■ TASK ITEM: Some lines below hold "column". Pick them out and copy them.

■ Items from a dataset:

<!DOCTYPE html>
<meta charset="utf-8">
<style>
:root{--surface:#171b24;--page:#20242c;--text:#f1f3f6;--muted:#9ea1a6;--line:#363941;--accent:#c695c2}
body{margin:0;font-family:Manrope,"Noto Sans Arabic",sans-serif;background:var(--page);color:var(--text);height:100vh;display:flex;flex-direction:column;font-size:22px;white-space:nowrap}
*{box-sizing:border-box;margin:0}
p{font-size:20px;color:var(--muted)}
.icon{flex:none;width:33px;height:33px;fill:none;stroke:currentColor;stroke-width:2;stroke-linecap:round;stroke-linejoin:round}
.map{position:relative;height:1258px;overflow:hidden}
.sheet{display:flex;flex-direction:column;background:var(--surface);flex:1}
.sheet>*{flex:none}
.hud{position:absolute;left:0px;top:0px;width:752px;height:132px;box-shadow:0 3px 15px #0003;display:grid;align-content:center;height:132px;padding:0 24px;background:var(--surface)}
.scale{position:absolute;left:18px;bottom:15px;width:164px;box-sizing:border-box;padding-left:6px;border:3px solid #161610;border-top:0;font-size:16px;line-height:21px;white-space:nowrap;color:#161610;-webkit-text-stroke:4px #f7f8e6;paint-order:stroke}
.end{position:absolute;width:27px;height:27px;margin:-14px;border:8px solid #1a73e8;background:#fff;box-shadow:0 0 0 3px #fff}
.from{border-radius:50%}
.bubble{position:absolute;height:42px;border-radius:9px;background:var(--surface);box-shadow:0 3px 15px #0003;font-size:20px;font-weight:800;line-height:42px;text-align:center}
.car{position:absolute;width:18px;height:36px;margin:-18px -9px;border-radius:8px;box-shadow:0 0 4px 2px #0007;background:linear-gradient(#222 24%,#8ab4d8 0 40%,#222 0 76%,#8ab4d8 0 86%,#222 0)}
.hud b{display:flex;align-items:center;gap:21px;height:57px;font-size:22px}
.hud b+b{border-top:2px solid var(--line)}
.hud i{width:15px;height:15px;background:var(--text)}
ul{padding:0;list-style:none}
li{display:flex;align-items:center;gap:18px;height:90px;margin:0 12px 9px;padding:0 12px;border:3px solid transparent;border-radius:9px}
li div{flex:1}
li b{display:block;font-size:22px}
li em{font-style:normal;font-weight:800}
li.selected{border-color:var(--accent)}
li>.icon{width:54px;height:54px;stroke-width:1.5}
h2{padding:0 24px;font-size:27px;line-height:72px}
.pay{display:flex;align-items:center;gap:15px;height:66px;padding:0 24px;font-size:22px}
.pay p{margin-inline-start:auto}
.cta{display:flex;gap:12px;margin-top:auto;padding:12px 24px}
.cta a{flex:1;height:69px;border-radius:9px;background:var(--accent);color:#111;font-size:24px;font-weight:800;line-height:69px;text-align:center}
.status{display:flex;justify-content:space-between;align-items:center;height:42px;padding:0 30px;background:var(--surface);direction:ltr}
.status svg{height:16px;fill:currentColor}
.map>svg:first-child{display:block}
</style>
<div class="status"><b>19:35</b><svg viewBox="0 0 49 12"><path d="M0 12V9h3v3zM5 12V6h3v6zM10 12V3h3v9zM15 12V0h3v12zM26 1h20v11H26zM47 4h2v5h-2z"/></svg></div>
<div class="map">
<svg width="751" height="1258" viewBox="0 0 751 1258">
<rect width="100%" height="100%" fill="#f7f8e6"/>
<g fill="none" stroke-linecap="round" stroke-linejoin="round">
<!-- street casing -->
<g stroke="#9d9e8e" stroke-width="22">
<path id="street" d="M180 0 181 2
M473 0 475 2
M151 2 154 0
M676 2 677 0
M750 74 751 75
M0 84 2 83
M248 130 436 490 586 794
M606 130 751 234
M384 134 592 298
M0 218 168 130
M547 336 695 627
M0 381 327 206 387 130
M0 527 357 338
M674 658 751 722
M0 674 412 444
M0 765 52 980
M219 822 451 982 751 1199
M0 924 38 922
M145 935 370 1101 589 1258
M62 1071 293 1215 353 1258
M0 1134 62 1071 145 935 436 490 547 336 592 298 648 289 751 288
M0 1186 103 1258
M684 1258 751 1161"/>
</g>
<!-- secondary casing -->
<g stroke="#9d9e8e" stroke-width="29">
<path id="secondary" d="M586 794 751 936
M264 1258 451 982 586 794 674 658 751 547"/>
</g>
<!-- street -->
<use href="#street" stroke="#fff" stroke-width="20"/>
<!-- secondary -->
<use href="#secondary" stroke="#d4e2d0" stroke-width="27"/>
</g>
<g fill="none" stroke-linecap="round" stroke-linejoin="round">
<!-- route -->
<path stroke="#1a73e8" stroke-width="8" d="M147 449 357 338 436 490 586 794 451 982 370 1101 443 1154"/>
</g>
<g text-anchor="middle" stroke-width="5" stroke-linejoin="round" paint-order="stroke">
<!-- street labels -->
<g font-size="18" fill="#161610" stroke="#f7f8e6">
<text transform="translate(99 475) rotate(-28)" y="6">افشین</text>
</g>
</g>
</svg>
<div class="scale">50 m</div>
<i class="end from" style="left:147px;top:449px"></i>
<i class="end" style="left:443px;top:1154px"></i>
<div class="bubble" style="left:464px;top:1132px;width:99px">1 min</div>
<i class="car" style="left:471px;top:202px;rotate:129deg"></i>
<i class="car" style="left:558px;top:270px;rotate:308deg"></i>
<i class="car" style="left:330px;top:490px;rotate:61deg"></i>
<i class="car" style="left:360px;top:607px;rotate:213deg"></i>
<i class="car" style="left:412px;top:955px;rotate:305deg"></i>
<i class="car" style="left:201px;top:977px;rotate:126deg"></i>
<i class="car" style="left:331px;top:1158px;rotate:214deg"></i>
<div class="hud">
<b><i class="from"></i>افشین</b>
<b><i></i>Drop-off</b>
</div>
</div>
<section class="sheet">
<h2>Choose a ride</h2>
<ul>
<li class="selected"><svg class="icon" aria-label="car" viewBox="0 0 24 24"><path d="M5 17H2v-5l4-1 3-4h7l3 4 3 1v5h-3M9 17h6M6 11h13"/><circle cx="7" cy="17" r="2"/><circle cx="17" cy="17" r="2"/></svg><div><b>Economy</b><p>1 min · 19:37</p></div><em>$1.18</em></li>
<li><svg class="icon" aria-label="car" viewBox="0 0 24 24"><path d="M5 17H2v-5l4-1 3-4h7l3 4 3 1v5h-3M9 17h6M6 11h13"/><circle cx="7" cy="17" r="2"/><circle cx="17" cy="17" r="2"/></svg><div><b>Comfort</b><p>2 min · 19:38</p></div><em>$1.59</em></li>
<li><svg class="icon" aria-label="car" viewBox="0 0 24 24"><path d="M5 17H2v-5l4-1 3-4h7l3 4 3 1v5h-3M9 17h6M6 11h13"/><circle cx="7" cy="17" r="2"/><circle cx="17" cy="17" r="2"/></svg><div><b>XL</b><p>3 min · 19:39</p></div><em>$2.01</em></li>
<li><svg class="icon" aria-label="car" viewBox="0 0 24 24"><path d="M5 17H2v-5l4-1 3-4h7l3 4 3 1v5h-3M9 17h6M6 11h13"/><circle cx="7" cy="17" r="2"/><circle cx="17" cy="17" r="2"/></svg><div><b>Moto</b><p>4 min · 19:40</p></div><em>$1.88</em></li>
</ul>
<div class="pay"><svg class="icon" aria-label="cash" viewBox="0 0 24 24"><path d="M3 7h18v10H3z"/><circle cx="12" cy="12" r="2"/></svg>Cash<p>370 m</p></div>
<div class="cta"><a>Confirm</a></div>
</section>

■ RESPONSE TO THE EXERCISE:
body{margin:0;font-family:Manrope,"Noto Sans Arabic",sans-serif;background:var(--page);color:var(--text);height:100vh;display:flex;flex-direction:column;font-size:22px;white-space:nowrap}
.sheet{display:flex;flex-direction:column;background:var(--surface);flex:1}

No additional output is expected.